Stored data entries
Segment Open

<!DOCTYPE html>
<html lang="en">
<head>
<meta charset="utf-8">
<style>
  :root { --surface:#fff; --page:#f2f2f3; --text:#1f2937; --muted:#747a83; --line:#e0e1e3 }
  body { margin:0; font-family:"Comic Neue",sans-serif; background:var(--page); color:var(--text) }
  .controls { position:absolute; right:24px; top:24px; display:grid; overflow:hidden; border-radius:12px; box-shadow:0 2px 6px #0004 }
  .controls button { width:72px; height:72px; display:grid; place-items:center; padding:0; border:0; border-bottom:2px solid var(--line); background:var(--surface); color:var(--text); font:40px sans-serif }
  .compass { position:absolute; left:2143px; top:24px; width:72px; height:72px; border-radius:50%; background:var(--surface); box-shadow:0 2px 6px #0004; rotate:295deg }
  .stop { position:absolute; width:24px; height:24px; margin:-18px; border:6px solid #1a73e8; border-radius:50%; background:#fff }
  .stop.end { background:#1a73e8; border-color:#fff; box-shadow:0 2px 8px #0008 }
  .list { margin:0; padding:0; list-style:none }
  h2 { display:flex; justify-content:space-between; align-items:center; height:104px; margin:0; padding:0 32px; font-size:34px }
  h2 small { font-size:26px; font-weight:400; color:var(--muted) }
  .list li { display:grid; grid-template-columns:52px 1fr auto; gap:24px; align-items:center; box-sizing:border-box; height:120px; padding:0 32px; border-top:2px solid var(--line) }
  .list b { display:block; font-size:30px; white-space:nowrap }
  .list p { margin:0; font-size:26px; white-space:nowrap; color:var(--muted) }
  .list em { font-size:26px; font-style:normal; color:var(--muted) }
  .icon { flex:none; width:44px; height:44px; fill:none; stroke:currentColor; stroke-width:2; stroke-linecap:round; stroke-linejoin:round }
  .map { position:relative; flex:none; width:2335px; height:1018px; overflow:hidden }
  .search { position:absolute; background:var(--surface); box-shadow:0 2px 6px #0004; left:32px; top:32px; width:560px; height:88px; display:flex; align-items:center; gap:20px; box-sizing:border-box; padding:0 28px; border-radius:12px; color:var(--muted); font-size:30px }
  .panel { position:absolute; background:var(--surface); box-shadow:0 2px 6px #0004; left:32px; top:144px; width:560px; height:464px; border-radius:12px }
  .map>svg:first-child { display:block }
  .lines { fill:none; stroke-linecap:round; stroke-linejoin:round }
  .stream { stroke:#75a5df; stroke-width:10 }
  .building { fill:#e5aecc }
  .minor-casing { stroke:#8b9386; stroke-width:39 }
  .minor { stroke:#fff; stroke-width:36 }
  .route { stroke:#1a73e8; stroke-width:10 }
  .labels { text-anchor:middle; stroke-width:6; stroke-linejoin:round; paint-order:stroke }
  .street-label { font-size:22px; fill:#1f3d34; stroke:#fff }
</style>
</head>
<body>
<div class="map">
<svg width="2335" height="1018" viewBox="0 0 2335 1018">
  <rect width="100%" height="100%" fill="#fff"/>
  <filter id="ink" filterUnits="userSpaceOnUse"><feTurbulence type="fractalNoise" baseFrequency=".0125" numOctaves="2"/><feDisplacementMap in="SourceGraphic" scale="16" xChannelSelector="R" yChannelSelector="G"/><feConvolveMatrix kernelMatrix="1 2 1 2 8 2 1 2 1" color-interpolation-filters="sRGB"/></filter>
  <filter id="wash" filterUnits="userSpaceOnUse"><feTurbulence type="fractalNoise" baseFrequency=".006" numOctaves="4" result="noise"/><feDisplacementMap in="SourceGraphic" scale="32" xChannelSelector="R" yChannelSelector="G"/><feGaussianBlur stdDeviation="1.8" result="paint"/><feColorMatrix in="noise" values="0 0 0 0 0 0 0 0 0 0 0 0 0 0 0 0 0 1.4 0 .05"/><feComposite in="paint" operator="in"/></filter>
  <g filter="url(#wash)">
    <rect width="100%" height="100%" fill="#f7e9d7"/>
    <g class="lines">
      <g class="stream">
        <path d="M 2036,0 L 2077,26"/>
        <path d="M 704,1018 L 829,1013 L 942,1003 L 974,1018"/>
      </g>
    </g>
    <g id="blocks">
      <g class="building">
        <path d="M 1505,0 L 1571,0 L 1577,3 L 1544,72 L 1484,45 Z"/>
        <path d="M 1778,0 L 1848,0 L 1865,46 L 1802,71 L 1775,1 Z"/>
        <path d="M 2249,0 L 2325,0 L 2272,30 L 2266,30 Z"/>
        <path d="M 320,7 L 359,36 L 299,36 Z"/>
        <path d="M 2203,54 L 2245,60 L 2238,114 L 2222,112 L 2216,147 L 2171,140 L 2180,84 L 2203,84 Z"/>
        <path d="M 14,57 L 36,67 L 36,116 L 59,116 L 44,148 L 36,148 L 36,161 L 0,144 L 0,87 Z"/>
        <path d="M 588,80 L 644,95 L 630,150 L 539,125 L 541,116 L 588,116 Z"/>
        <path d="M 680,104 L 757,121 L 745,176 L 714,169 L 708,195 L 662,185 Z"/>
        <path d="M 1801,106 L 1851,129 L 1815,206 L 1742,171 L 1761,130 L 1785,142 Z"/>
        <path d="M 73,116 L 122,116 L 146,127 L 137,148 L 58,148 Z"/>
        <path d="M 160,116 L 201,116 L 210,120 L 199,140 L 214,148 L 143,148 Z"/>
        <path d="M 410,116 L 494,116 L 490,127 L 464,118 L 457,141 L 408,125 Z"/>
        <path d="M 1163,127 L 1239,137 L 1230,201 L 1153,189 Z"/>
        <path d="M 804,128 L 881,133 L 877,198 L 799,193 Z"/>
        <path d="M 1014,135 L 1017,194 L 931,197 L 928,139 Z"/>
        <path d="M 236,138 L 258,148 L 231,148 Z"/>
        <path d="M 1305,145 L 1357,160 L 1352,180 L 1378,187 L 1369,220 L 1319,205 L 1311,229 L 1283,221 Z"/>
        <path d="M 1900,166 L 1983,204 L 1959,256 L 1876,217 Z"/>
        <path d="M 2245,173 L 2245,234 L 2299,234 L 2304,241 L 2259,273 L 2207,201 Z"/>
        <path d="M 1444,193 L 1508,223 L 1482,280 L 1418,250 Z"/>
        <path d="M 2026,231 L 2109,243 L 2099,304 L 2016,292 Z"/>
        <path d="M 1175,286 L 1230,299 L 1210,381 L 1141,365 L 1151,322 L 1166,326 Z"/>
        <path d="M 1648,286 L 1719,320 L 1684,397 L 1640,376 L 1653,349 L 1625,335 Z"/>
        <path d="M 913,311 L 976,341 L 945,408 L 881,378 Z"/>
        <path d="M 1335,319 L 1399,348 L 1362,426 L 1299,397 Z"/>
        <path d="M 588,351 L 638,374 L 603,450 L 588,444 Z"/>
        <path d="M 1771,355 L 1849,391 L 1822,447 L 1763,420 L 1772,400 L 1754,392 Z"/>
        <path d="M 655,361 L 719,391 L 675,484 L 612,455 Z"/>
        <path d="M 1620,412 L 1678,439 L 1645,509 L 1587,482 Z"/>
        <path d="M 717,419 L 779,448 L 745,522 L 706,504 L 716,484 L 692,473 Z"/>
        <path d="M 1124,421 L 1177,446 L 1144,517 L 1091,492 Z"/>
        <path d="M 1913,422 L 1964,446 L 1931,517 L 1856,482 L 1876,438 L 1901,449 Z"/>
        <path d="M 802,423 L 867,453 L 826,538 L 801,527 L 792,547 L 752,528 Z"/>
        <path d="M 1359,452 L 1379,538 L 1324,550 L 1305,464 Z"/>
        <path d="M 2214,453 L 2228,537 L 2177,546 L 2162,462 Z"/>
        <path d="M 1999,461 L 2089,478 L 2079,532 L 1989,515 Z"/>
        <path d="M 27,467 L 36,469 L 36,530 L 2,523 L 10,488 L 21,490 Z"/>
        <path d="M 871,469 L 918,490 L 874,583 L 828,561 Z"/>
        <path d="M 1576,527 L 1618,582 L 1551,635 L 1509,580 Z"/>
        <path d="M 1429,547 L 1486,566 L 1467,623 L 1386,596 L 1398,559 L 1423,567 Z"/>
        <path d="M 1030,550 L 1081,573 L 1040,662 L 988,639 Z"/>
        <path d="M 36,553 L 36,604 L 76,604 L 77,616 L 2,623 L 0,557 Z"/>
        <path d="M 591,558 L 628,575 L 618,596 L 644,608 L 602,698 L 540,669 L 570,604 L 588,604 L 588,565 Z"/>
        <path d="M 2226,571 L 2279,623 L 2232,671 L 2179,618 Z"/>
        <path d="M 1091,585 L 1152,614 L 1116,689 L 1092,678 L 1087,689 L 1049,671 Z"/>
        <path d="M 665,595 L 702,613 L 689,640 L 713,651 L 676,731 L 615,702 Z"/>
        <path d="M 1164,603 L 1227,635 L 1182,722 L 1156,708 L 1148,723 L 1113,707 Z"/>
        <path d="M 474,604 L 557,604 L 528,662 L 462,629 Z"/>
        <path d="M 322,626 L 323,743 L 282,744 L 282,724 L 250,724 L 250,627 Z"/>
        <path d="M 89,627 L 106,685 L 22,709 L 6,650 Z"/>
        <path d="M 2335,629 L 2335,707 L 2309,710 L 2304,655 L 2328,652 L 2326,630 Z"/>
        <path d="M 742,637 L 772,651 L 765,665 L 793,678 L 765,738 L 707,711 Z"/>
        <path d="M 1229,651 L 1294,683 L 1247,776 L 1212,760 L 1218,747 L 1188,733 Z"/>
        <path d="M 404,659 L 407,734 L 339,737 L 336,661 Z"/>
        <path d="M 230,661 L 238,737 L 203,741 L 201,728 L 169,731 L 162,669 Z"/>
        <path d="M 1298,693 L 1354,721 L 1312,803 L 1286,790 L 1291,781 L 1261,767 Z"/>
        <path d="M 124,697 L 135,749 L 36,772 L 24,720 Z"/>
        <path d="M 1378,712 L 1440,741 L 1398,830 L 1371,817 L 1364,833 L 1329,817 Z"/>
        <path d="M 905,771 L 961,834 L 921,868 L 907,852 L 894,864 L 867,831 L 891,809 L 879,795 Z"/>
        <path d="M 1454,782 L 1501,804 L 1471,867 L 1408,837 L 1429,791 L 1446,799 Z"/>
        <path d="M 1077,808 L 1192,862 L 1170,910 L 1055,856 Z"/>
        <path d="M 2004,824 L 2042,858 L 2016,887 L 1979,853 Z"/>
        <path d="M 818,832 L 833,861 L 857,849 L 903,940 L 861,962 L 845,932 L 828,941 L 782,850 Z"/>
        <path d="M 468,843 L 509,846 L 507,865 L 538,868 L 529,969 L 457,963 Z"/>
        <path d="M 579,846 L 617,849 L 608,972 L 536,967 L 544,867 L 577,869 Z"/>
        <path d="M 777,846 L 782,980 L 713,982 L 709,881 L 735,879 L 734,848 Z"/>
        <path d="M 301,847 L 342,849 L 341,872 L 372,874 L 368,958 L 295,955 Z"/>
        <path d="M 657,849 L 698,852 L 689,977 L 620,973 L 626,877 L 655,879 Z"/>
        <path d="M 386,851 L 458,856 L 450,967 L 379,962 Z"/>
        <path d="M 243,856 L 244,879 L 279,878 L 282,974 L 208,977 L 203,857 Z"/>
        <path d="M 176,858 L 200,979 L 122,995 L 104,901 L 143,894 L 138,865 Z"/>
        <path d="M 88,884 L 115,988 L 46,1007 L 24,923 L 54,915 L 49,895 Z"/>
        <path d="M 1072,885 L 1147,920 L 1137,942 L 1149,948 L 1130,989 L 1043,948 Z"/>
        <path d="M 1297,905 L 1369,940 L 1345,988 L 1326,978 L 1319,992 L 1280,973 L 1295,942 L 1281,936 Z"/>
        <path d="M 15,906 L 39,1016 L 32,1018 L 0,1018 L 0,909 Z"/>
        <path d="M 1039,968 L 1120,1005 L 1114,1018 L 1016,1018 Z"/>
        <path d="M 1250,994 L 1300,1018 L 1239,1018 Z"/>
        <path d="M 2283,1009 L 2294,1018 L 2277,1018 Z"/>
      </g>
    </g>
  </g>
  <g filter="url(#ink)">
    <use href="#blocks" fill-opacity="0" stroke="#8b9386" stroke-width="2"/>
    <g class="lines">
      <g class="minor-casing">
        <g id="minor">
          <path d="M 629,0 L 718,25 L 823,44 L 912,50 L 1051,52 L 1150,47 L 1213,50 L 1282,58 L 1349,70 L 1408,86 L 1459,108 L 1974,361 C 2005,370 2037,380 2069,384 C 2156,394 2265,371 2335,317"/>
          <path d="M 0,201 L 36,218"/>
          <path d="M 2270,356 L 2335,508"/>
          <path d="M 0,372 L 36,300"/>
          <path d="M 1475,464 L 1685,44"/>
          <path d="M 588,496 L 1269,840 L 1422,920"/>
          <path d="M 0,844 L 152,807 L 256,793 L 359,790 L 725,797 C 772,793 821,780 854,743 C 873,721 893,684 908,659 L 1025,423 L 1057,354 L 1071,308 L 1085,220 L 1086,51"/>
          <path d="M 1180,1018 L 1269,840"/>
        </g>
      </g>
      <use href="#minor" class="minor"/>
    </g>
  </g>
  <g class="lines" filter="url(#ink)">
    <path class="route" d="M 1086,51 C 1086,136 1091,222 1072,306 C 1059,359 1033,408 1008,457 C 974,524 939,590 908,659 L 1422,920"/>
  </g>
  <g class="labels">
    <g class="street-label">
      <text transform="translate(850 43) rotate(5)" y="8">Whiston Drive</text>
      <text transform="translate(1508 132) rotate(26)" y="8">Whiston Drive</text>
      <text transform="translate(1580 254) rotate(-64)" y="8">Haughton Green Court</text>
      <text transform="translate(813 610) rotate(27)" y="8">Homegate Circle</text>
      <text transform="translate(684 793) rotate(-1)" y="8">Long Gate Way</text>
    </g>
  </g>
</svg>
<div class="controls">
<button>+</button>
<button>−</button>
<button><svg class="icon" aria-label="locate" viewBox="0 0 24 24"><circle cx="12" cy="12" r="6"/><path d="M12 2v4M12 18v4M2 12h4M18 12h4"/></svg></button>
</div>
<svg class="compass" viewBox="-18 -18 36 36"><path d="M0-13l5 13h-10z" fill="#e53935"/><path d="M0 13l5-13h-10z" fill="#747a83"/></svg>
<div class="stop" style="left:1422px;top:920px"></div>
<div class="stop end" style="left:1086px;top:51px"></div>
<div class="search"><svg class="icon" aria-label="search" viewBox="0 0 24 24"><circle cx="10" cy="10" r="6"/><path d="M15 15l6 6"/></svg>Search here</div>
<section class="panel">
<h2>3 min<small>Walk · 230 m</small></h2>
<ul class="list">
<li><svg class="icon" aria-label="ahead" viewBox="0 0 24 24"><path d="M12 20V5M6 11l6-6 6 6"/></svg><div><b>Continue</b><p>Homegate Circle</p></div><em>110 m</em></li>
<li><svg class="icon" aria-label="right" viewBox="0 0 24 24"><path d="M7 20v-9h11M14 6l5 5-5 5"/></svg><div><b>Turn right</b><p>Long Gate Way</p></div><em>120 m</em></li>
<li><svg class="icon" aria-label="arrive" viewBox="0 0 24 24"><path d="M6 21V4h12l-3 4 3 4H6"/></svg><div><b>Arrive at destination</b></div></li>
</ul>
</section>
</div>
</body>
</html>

Segment Closed

Transcribe the records above from the line holding "font-size:26px; font-style:normal; color:var(--muted)" down to the line holding "flex:none; width:44px; height:44px;", inclusive, without adding anything.

  .list em { font-size:26px; font-style:normal; color:var(--muted) }
  .icon { flex:none; width:44px; height:44px; fill:none; stroke:currentColor; stroke-width:2; stroke-linecap:round; stroke-linejoin:round }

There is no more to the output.